**EXERCISE DATA**

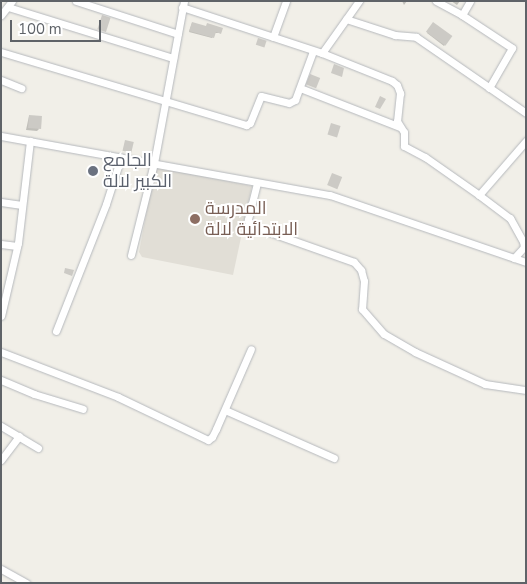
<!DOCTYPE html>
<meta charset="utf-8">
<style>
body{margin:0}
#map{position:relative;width:527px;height:584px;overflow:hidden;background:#f1efe8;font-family:"Nunito Sans",Cairo,sans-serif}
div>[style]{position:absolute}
.education>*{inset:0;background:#e1ded6}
.shadow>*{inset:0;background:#0003}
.building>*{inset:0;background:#cccac5;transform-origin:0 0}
.roads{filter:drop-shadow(0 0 1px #b5b8bc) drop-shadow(0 0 1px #b5b8bc)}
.street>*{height:7px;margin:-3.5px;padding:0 3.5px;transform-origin:3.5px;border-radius:3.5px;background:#fff}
.dots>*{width:14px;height:14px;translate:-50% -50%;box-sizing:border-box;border:2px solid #fff;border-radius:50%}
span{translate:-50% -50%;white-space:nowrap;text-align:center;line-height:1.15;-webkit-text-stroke:4px #fff;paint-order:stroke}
.worship-label{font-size:18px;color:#5b616d}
.left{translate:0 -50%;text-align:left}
.education-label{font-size:18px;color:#785e54}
.frame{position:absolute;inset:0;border:2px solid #5f6368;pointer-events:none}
.scale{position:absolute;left:10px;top:20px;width:91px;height:22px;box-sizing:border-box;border:2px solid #5f6368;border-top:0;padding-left:6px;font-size:15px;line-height:18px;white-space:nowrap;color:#5f6368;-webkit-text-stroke:4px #fff;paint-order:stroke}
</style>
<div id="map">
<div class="education">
<i style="clip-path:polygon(155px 167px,252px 186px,233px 275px,142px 257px,139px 252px)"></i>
</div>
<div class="shadow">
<i style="clip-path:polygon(402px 1px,407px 1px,404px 5px)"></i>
<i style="clip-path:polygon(451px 1px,460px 1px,457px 5px)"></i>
<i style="clip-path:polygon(192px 23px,206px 27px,220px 33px,215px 33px,212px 38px,189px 32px)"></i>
<i style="clip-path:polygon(432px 25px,451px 36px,444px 46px,427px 33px)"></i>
<i style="clip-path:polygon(29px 116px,39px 129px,37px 131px,26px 130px)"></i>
</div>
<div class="building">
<i style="left:102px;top:15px;width:9px;height:15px;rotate:18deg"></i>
<i style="clip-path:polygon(192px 22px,206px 26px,207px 23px,223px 28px,221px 34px,216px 32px,214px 38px,189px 31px)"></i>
<i style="left:433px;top:22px;width:24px;height:12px;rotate:36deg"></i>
<i style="left:258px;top:38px;width:9px;height:7px;rotate:18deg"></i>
<i style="clip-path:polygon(334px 64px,344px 68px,342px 77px,331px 73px)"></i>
<i style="left:310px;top:74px;width:11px;height:11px;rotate:22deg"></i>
<i style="clip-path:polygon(380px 96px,386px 99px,380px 109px,375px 107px)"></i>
<i style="left:29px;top:115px;width:13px;height:13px;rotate:4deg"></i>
<i style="left:331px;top:123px;width:10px;height:12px;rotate:17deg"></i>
<i style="left:125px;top:140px;width:9px;height:11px;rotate:13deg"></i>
<i style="left:332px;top:173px;width:11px;height:13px;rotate:22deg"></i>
<i style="clip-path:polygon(65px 268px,74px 270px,72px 276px,64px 273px)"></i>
</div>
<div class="roads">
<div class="street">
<i style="left:76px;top:1px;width:107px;rotate:17.9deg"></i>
<i style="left:436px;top:1px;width:30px;rotate:28deg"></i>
<i style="left:462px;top:15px;width:60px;rotate:33.4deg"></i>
<i style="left:512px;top:48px;width:46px;rotate:119.9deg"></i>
<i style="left:8px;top:7px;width:173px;rotate:17.2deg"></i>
<i style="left:182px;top:7px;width:147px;rotate:18.2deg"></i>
<i style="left:322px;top:53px;width:75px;rotate:21.8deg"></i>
<i style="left:392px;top:81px;width:6px;rotate:39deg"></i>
<i style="left:397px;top:85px;width:9px;rotate:69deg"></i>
<i style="left:400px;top:93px;width:28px;rotate:96deg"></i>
<i style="left:397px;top:121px;width:13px;rotate:58deg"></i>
<i style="left:404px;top:132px;width:14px;rotate:90deg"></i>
<i style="left:404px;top:146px;width:24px;rotate:28deg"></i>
<i style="left:425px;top:157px;width:66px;rotate:35.1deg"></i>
<i style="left:479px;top:195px;width:72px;rotate:-49deg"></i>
<i style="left:1px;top:15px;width:18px;rotate:-52deg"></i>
<i style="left:462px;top:15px;width:16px;rotate:-60deg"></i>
<i style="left:346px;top:19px;width:52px;rotate:18.1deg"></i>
<i style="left:395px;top:35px;width:21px;rotate:5deg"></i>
<i style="left:416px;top:37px;width:134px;rotate:34.6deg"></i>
<i style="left:273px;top:37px;width:38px;rotate:-70deg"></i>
<i style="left:1px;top:52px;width:256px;rotate:16.6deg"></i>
<i style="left:246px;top:125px;width:4px;rotate:-27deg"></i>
<i style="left:250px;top:123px;width:29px;rotate:-68deg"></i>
<i style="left:261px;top:96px;width:29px;rotate:14deg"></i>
<i style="left:289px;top:103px;width:7px;rotate:-27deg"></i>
<i style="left:295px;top:100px;width:52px;rotate:-69.8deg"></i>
<i style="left:322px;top:53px;width:64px;rotate:-54.6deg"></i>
<i style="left:1px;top:80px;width:22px;rotate:22deg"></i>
<i style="left:300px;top:88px;width:107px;rotate:21.3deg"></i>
<i style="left:1px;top:136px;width:334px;rotate:10.2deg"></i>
<i style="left:330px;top:195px;width:207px;rotate:18.9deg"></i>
<i style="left:257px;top:183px;width:38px;rotate:104deg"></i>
<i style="left:248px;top:220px;width:5px;rotate:79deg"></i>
<i style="left:249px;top:225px;width:111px;rotate:19.4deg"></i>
<i style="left:354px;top:262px;width:11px;rotate:49deg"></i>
<i style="left:361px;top:270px;width:11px;rotate:75deg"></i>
<i style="left:364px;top:281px;width:28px;rotate:94deg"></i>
<i style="left:362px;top:309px;width:33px;rotate:49deg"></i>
<i style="left:384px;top:334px;width:36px;rotate:30deg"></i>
<i style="left:415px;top:352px;width:77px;rotate:24.6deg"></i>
<i style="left:485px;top:384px;width:40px;rotate:8.5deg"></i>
<i style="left:479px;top:195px;width:39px;rotate:37deg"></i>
<i style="left:510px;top:218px;width:26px;rotate:61deg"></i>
<i style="left:523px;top:241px;width:6px;rotate:81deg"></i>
<i style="left:524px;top:247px;width:15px;rotate:132deg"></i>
<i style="left:1px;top:202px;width:21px;rotate:8deg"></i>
<i style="left:1px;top:244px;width:16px;rotate:7deg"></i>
<i style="left:131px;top:255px;width:95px;rotate:-76deg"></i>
<i style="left:154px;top:163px;width:165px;rotate:-79.5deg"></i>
<i style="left:1px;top:316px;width:75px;rotate:-76.9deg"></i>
<i style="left:18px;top:243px;width:103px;rotate:-83.3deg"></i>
<i style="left:56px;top:331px;width:136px;rotate:-68.5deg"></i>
<i style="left:106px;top:204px;width:49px;rotate:-72.3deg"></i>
<i style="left:1px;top:352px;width:125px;rotate:21deg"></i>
<i style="left:118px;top:397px;width:100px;rotate:25.5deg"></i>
<i style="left:208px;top:440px;width:5px;rotate:-37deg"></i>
<i style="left:212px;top:437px;width:9px;rotate:-63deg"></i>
<i style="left:216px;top:429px;width:87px;rotate:-66.4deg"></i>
<i style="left:1px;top:380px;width:36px;rotate:23deg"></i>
<i style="left:34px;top:394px;width:51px;rotate:17deg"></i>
<i style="left:225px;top:410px;width:119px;rotate:23.8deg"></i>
<i style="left:1px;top:426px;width:43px;rotate:30.7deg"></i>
<i style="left:1px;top:460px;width:30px;rotate:-53deg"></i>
<i style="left:1px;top:569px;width:29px;rotate:29deg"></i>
</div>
</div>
<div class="dots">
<i style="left:93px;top:171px;background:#6b7280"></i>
<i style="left:195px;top:219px;background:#8d6e63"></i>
</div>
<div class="worship-label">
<span class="left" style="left:103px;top:171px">الجامع<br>الكبير لالة</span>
</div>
<div class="education-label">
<span class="left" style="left:205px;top:219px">المدرسة<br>الابتدائية لالة</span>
</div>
<div class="frame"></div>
<div class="scale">100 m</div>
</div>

**EXERCISE GOAL**
Leave out the pictures and restate, word for word, the lines from the top of the data through the line containing "1px #b5b8bc) drop-shadow(0", both included.

**OUTPUT FOR THIS TASK**
<!DOCTYPE html>
<meta charset="utf-8">
<style>
body{margin:0}
#map{position:relative;width:527px;height:584px;overflow:hidden;background:#f1efe8;font-family:"Nunito Sans",Cairo,sans-serif}
div>[style]{position:absolute}
.education>*{inset:0;background:#e1ded6}
.shadow>*{inset:0;background:#0003}
.building>*{inset:0;background:#cccac5;transform-origin:0 0}
.roads{filter:drop-shadow(0 0 1px #b5b8bc) drop-shadow(0 0 1px #b5b8bc)}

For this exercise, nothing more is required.